4) Pertumbuhan Kawasan Euro: Goldman memproyeksikan pertumbuhan PDB di bawah konsensus sebesar 0,8% untuk kawasan Euro, yang mencerminkan “hambatan struktural yang berkelanjutan di sektor manufaktur” karena tingginya harga energi dan tekanan persaingan dari Tiongkok.
Pengetatan fiskal dan ketidakpastian kebijakan perdagangan diperkirakan akan membebani pertumbuhan.
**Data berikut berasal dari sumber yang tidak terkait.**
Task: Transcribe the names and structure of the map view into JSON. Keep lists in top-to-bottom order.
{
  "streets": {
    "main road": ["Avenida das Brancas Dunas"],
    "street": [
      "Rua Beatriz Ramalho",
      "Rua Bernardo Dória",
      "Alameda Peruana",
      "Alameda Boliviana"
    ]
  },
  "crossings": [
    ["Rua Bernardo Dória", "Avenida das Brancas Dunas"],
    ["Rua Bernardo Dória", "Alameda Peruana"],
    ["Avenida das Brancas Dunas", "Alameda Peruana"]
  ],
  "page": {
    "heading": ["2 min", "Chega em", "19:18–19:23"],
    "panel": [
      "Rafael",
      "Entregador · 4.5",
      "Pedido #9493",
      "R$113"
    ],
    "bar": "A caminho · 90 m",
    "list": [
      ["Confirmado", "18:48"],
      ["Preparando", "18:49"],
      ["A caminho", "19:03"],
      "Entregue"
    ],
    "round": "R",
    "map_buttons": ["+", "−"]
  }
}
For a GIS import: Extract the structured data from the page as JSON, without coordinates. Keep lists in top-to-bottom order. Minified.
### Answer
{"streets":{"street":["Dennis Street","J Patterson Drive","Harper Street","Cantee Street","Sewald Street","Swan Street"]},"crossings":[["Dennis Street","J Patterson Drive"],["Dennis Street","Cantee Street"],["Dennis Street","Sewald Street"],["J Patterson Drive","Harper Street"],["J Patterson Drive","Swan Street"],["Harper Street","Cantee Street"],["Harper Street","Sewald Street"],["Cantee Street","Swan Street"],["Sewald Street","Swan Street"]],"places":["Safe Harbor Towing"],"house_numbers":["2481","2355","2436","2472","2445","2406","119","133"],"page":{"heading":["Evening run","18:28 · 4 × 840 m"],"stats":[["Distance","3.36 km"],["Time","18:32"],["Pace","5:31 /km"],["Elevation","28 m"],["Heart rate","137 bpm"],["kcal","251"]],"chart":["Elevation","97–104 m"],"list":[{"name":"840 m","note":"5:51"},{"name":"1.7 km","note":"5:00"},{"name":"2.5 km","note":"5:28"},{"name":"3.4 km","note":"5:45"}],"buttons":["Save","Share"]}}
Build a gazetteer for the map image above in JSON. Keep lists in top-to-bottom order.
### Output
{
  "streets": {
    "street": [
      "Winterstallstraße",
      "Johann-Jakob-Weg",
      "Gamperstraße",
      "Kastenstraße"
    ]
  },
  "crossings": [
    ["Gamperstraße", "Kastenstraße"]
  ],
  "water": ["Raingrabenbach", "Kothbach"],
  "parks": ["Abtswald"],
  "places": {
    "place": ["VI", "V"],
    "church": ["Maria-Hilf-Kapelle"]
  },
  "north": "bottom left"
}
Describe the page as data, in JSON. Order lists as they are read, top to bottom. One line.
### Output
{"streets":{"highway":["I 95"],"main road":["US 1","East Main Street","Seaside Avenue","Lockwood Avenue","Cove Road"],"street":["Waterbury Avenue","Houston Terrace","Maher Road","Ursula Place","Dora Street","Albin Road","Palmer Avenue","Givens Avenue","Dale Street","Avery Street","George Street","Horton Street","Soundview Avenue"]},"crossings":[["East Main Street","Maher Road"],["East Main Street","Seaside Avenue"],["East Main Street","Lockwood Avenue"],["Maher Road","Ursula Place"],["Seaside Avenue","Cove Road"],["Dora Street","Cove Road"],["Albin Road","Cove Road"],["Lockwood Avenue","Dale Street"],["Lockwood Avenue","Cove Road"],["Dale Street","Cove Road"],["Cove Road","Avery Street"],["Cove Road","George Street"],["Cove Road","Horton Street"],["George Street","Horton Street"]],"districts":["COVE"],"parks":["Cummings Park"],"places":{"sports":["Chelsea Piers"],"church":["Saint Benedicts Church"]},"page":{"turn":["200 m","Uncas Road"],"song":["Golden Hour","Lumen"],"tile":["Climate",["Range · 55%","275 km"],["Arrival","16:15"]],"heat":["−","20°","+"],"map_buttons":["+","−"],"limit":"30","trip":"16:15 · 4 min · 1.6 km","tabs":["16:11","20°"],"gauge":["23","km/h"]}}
Inflasi diperkirakan akan kembali ke 2% pada akhir tahun, dengan penurunan inflasi jasa secara bertahap.
5) Pandangan Kebijakan ECB: Bank Sentral Eropa diperkirakan akan melanjutkan penurunan suku bunga berturut-turut sebesar 25bp, sehingga kebijakan suku bunga menjadi 1,75% pada bulan Juli 2025. Namun, Goldman mencatat potensi risiko penurunan, memperingatkan bahwa “pemotongan yang lebih cepat dan lebih dalam” mungkin diperlukan jika pertumbuhan dan inflasi melemah lebih jauh.
6) Perlambatan Ekonomi Tiongkok: Di Tiongkok, Goldman Sachs memperkirakan pertumbuhan PDB riil akan melambat menjadi 4,5% pada tahun 2025, karena langkah-langkah pelonggaran kebijakan gagal untuk sepenuhnya mengimbangi lemahnya konsumsi domestik, kesulitan pasar properti, dan dampak tarif AS yang lebih tinggi.
“Dalam jangka panjang, kami tetap berhati-hati terhadap prospek pertumbuhan Tiongkok mengingat beberapa tantangan struktural, termasuk memburuknya demografi, tren penurunan utang multi-tahun, dan pengurangan risiko rantai pasokan global,” kata perusahaan Wall Street tersebut.
7) Kebijakan AS dan Risiko Geopolitik: Terakhir, Goldman menyarankan investor untuk memantau dengan cermat perubahan kebijakan AS dan perkembangan geopolitik, terutama jika Donald Trump berhasil mendapatkan masa jabatan kedua.
Risiko-risiko utamanya mencakup tarif yang lebih tinggi terhadap Tiongkok dan otomotif, penurunan imigrasi, pemotongan pajak, dan pembatalan peraturan.
Goldman memperingatkan bahwa meskipun pengurangan pajak dapat meningkatkan pertumbuhan, “hambatan dari tarif yang lebih tinggi” mungkin dapat mengimbangi keuntungan tersebut, dimana Eropa dan Tiongkok menghadapi dampak ekonomi yang lebih besar. Laporan ini juga menyoroti risiko yang berasal dari situasi di Timur Tengah, perang Rusia-Ukraina, dan hubungan AS-Tiongkok.